[Biopython-dev] [GSOC] Report - Week 1
João Rodrigues
anaryin at gmail.com
Mon Jun 7 23:42:27 EDT 2010
Just my own heads up and comment.
I thought of using MODEL records to hold the rotated structures. Citing the
PDB format guidelines:
This record is used only when more than one model appears in an entry.
*Generally,
> it is employed mainly for NMR structures.* The chemical connectivity
> should be the same for each model. ATOM, HETATM, ANISOU, and TER records for
> each model structure and are interspersed as needed between MODEL and ENDMDL
> records.
>
Since REMARK 350 seems to be a X-Ray exclusive feature and conversely MODEL
a NMR one, I believe this could also be a possible solution. I'm adding the
code I wrote to Git. There is a huge speed problem with that deepcopy
method.. if someone has a faster/better alternative, it would be great as
this takes around 2 seconds per matrix.
Best!
João [...] Rodrigues
@ http://www.biopython.org/wiki/User:Joaor
On Mon, Jun 7, 2010 at 7:45 PM, João Rodrigues <anaryin at gmail.com> wrote:
> Dear all,
>
> Eric suggested me to write a weekly email wrapping up my progress, any
> problems I encountered, new ideas, etc.

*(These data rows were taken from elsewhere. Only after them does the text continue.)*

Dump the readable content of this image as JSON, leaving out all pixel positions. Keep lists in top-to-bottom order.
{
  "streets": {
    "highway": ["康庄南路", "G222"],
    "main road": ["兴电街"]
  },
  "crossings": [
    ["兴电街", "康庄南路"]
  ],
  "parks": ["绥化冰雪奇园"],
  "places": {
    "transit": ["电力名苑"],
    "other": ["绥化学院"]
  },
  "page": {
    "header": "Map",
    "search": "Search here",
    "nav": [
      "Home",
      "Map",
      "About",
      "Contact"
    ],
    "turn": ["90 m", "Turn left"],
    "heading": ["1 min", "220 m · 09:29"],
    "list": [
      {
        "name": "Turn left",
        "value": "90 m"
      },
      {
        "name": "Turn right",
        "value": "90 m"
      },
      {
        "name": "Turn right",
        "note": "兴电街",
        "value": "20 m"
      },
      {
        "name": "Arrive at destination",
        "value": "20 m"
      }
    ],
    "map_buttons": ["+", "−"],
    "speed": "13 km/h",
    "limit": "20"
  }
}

So, here's week 1 :)
>
> *Proposed Tasks:* Wiki<http://www.biopython.org/wiki/GSOC2010_Joao#Week_1_.5B31st_May_-_6th_June.5D>
> *Project's Github account:* Link<http://github.com/JoaoRodrigues/biopython/tree/GSOC2010>
> *
> Progress:*
>
> *1. Renumbering Residues*
>
> I wrote a small function in Structure.py (link<http://github.com/JoaoRodrigues/biopython/blob/GSOC2010/Bio/PDB/Structure.py#L57>)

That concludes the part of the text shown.